<<<<

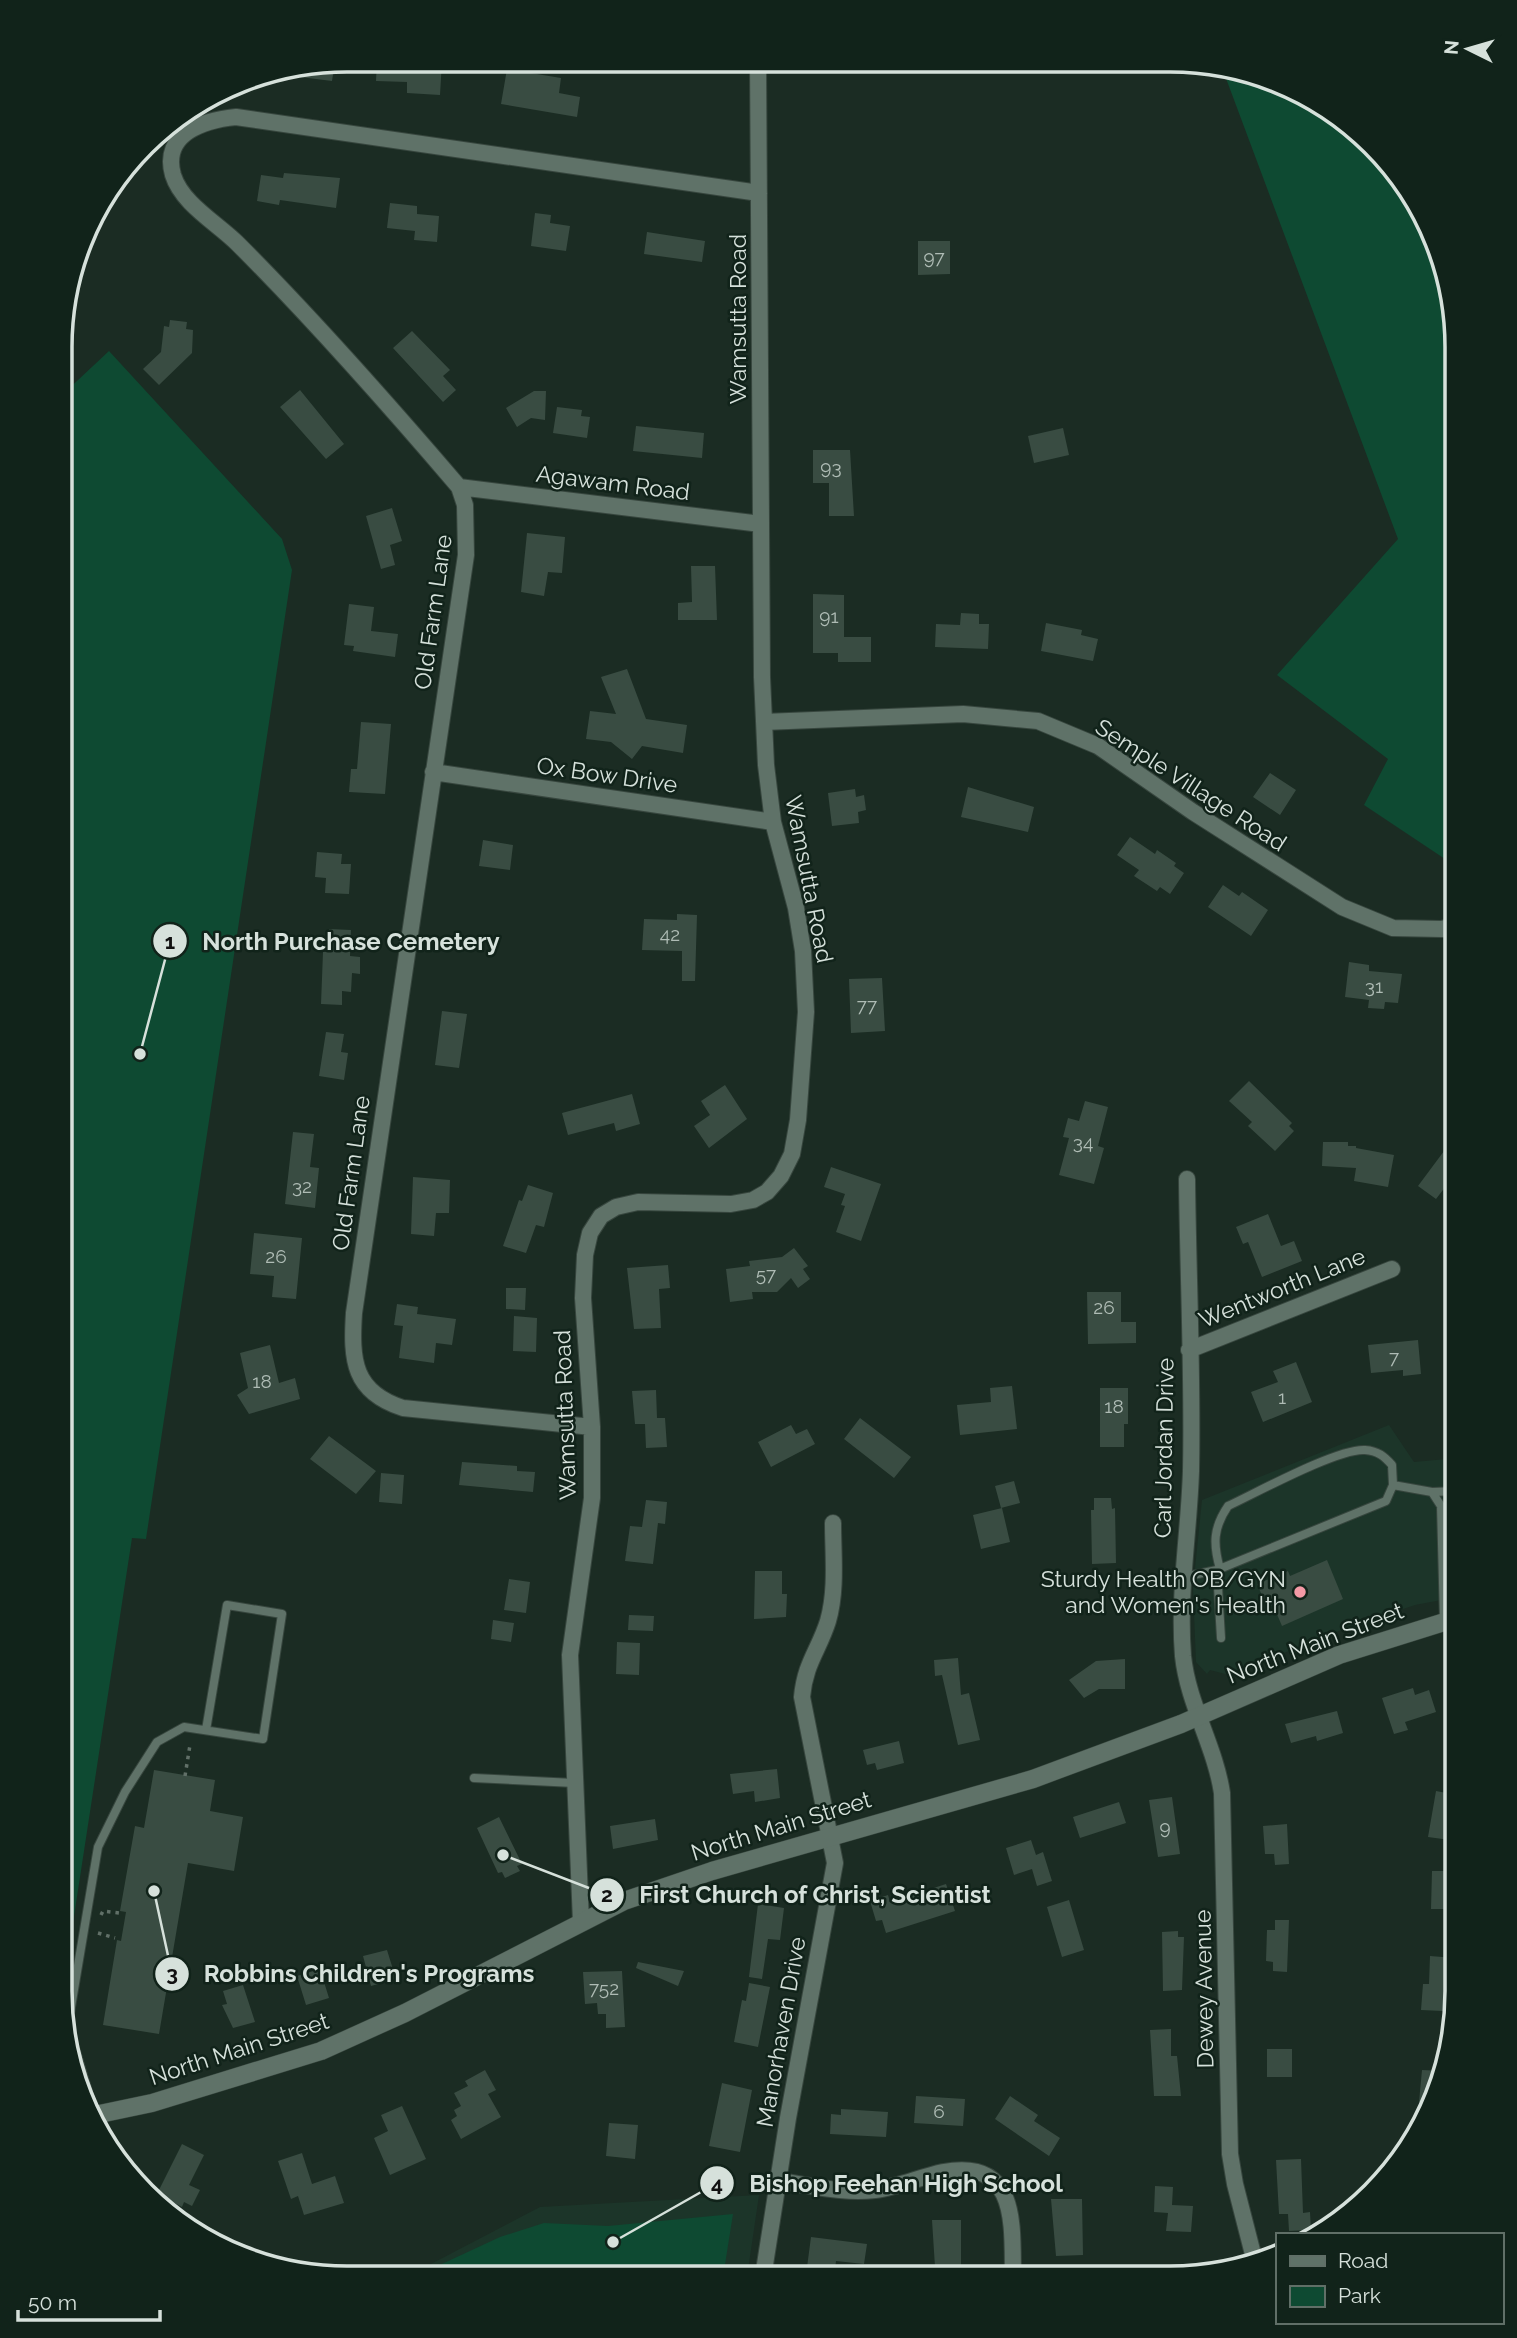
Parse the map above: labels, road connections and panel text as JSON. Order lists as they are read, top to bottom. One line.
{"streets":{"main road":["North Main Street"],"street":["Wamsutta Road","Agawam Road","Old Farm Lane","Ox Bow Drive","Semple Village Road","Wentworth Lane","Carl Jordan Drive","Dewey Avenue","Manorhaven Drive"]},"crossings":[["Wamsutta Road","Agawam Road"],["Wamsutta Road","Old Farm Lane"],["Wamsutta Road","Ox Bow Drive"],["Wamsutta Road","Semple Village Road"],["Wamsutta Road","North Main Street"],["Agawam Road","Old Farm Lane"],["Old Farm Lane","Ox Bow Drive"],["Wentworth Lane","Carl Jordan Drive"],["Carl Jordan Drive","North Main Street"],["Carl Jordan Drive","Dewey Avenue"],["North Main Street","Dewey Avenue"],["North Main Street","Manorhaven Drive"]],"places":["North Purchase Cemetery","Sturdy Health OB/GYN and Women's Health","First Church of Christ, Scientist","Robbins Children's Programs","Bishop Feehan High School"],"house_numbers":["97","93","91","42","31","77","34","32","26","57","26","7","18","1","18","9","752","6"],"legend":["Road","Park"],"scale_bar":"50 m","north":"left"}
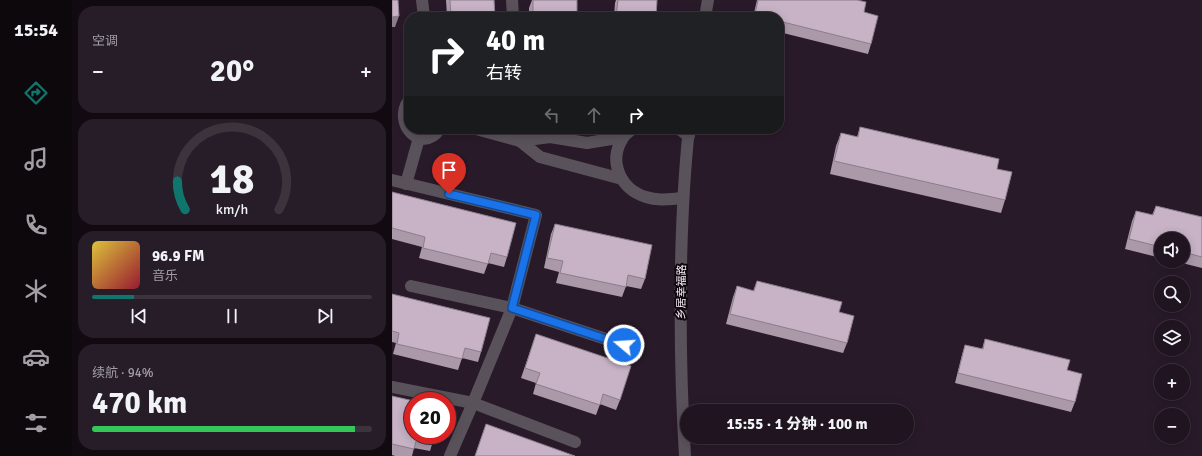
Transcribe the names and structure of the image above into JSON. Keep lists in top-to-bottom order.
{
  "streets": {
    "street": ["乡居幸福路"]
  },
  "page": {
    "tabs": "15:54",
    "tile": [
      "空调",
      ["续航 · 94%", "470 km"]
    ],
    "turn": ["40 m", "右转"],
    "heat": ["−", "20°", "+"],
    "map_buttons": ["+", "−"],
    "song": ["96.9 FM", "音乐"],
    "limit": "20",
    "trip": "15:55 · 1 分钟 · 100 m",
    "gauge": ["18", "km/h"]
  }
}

>>>>

**WHAT THE EXERCISE ASKS:** Your answer must be a verbatim copy of the entries above, with no images included.

**REPLY:**
Parse the map above: labels, road connections and panel text as JSON. Order lists as they are read, top to bottom. One line.
{"streets":{"main road":["North Main Street"],"street":["Wamsutta Road","Agawam Road","Old Farm Lane","Ox Bow Drive","Semple Village Road","Wentworth Lane","Carl Jordan Drive","Dewey Avenue","Manorhaven Drive"]},"crossings":[["Wamsutta Road","Agawam Road"],["Wamsutta Road","Old Farm Lane"],["Wamsutta Road","Ox Bow Drive"],["Wamsutta Road","Semple Village Road"],["Wamsutta Road","North Main Street"],["Agawam Road","Old Farm Lane"],["Old Farm Lane","Ox Bow Drive"],["Wentworth Lane","Carl Jordan Drive"],["Carl Jordan Drive","North Main Street"],["Carl Jordan Drive","Dewey Avenue"],["North Main Street","Dewey Avenue"],["North Main Street","Manorhaven Drive"]],"places":["North Purchase Cemetery","Sturdy Health OB/GYN and Women's Health","First Church of Christ, Scientist","Robbins Children's Programs","Bishop Feehan High School"],"house_numbers":["97","93","91","42","31","77","34","32","26","57","26","7","18","1","18","9","752","6"],"legend":["Road","Park"],"scale_bar":"50 m","north":"left"}
Transcribe the names and structure of the image above into JSON. Keep lists in top-to-bottom order.
{
  "streets": {
    "street": ["乡居幸福路"]
  },
  "page": {
    "tabs": "15:54",
    "tile": [
      "空调",
      ["续航 · 94%", "470 km"]
    ],
    "turn": ["40 m", "右转"],
    "heat": ["−", "20°", "+"],
    "map_buttons": ["+", "−"],
    "song": ["96.9 FM", "音乐"],
    "limit": "20",
    "trip": "15:55 · 1 分钟 · 100 m",
    "gauge": ["18", "km/h"]
  }
}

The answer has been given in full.